+ forty three = 52

Domenica 21 giugno 2015, per festeggiare i 10 anni di Secretsundaze, ​​abbiamo deciso di andare a Barcellona per goderci lo spettacolo di questa ricorrenza, considerando che i party londinesi di secretsundaze creati da Giles Smith e James Priestley sono da sempre un esempio di underground culture.

Per questo evento la formazione schierata sulla console era una combinazione mastodontica tra mostri sacri e ospiti saltuari del roster secretsundaze.

Il party si suddivideva in due momenti, quello Day e quello Night, caratterizzati inoltre dalla diversa location, prima al Poble Espanyol al Pic-Nic Area e poi al LaTerrrazza a pochi minuti di distanza.
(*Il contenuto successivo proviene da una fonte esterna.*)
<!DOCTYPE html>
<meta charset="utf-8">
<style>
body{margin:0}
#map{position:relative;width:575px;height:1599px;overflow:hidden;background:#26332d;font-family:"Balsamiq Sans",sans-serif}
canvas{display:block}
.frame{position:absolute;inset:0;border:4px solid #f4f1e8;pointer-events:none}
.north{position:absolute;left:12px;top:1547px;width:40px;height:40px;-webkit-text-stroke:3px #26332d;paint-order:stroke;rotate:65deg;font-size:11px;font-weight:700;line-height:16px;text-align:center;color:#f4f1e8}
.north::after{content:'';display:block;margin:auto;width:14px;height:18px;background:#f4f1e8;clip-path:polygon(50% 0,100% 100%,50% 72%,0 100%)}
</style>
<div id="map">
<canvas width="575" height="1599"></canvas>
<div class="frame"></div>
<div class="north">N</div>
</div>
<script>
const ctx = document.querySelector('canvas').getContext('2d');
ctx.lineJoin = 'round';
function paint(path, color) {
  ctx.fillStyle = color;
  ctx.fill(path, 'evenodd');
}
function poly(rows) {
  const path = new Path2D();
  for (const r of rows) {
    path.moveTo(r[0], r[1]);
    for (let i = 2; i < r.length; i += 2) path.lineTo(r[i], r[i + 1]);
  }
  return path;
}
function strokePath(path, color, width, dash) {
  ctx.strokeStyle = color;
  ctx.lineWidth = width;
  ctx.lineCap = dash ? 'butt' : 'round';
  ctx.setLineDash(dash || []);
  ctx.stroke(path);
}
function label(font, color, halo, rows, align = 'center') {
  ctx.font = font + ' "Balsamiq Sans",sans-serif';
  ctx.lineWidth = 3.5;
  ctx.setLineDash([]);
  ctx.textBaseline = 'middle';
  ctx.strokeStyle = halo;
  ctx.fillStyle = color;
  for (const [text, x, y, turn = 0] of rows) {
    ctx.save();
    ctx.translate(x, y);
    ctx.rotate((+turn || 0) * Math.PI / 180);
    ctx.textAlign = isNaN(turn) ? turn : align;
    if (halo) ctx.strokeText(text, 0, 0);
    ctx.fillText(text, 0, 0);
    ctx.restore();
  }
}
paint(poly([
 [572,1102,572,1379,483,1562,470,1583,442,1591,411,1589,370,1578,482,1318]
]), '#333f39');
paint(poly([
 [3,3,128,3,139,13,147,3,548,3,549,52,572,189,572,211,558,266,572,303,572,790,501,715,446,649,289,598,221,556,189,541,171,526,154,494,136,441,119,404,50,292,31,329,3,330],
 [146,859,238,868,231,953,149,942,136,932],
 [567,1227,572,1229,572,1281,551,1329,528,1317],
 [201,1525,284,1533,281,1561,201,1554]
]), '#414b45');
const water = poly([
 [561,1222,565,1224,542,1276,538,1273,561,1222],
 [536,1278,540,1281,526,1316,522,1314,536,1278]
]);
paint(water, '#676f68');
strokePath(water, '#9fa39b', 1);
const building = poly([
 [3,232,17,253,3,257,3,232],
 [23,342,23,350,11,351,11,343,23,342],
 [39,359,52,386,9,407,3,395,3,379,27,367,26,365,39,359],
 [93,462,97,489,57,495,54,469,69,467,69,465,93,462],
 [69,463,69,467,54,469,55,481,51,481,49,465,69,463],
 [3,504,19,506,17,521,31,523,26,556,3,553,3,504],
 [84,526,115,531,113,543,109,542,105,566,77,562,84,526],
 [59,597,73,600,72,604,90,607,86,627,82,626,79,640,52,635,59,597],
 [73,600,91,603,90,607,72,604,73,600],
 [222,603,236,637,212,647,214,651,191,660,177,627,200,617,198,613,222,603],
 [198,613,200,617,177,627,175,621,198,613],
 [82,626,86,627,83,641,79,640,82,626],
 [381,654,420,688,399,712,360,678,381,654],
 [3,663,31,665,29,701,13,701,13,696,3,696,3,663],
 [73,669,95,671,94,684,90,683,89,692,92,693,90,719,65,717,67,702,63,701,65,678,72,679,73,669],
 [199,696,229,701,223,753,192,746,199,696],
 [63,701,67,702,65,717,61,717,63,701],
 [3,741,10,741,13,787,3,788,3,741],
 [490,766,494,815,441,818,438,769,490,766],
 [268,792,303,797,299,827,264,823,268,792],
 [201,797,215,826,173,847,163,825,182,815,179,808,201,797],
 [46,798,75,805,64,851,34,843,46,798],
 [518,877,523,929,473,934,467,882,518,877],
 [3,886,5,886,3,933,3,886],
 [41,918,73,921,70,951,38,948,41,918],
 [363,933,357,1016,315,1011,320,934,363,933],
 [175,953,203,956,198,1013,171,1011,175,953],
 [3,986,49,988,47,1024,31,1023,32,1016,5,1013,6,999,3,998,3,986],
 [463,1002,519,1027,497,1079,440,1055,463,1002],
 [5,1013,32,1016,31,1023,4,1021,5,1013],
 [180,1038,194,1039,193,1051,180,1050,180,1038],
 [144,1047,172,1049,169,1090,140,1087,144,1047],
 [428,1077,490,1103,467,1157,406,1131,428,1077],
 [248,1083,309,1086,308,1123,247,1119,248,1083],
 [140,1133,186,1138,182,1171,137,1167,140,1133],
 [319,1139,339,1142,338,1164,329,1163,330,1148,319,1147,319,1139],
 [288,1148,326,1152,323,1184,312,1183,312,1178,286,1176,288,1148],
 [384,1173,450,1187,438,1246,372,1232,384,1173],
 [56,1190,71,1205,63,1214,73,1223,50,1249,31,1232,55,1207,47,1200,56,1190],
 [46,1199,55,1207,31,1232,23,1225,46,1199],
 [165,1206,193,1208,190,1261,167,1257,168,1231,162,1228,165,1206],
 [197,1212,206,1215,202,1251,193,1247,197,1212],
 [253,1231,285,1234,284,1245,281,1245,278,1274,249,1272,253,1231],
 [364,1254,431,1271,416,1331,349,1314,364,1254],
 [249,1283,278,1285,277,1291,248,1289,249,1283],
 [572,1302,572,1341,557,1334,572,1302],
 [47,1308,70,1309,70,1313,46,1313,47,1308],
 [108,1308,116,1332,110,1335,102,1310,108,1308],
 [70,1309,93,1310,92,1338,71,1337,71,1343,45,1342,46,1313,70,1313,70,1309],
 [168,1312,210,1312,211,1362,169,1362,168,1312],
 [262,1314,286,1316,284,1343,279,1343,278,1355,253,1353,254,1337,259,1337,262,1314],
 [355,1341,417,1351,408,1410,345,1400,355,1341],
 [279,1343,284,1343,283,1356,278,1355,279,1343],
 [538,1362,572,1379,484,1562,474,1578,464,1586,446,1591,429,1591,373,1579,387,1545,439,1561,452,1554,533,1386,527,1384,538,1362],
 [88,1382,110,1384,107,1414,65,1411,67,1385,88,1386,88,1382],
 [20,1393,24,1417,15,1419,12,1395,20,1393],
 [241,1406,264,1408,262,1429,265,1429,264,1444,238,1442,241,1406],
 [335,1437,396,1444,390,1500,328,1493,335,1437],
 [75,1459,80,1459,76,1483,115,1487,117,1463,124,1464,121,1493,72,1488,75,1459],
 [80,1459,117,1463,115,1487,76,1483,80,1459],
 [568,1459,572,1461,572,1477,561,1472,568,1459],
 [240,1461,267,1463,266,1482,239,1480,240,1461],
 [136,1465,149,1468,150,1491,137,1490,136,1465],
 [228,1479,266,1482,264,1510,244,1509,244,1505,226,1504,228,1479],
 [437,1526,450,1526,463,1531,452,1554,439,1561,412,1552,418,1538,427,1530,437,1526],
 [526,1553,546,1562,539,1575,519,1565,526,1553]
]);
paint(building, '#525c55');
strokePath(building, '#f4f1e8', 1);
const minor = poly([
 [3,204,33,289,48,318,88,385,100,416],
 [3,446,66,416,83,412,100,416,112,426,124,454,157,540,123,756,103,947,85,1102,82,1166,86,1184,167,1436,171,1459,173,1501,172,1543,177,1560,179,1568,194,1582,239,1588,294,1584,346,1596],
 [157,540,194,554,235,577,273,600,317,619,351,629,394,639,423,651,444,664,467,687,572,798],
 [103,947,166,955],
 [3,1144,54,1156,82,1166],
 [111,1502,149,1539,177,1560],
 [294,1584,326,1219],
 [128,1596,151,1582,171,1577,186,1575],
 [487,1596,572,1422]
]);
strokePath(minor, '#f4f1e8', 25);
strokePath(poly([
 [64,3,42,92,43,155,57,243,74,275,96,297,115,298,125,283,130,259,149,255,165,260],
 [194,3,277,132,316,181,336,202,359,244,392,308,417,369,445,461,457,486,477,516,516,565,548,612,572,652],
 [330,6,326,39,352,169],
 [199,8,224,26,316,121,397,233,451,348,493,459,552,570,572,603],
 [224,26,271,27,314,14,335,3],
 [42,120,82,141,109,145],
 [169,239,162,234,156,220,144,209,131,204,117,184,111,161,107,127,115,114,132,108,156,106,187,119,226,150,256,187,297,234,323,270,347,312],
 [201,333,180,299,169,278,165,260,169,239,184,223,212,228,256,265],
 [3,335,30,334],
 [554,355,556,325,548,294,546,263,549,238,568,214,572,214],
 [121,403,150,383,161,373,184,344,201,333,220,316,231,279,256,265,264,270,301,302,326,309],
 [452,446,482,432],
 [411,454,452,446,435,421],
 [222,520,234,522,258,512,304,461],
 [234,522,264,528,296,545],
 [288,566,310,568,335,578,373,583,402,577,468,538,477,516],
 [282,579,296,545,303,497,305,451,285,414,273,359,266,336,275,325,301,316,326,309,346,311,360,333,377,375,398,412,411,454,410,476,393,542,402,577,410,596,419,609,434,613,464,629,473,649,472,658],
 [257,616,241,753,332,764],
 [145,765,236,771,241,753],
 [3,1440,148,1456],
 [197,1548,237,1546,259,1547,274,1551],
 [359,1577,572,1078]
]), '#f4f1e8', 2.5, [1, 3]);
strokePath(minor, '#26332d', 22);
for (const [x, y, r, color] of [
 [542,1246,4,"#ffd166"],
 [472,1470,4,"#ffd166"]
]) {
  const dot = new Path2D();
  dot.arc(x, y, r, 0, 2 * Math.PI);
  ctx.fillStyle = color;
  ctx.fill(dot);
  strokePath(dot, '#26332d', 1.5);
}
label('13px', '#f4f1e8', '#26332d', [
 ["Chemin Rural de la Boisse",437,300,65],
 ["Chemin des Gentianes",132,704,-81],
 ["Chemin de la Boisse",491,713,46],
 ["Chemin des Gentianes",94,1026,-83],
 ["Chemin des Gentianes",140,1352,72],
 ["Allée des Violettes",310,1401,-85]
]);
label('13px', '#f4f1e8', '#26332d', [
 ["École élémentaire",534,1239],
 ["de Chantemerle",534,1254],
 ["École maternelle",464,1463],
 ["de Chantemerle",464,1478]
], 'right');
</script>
La lineup era ricca e variegata e ve lo narra la timetable:

DAY – PicNic Area

3-5pm Hunee B2B Antal
5-6.30pm FunkinEven
6.30-8pm Nick Höppner
8-9.30pm Ryan Elliott
9.30-11.30pm Derrick May
11.30pm-1am James Priestley

NIGHT – LaTerrrazza

Midnight-1:25am Amir Alexander
1:25-2:50am Jeremy Underground
2:50-4:20am Delano Smith
4:20-5:45am Giles Smith

Ma ad esser sinceri la nostra preda, l’obbiettivo primo, la succulenta cena musicale, è stato esclusivamente Derrick May.

Su ‘The Innovator‘  c’è poco da dire che non è stato detto prima. E’un pilastro del mitico ‘Bellville Three’ (Juan Atkins, Kevin Saunderson e Derrick May) e fa parte della prima generazione di artisti di Detroit che hanno sfondato anche in Europa.

Derrick si è guadagnato il suo posto nella Hall of Fame e non è solo Storia, lui è anche il Presente, un DJ incredibile. Il signor May ha letteralmente guidato il party. Aver la fortuna di ascoltare e vedere un suo set non è stato semplicemente assistere a tanta cultura musicale, ma è stato partecipare ad un vero e proprio show.

Anche la location si prestava esattamente all’obbiettivo.
Il sole stava finendo il suo compito lasciando una striscia colorata che va dal melograno al vermiglione, facendosi sostituire dalle stelle più presuntuose e presenti e da una luna perlata.
I pini assumevano un’area festosa e rassicurante illuminati dai giochi di luce e dai riflessi delle visual in console.

Derrick ci ha regalato un viaggio intercontinentale che ha toccato le mete della techno detroitiana e dell’house di Chicago non facendoci mancare le nuove sonorità berlinesi e il suono raw londinese.
La gente captava la musica, sentiva l’atmosfera della location e c’era una fortissima sinergia tra tutti. La gente era felice. La gente ballava. La gente si abbracciava.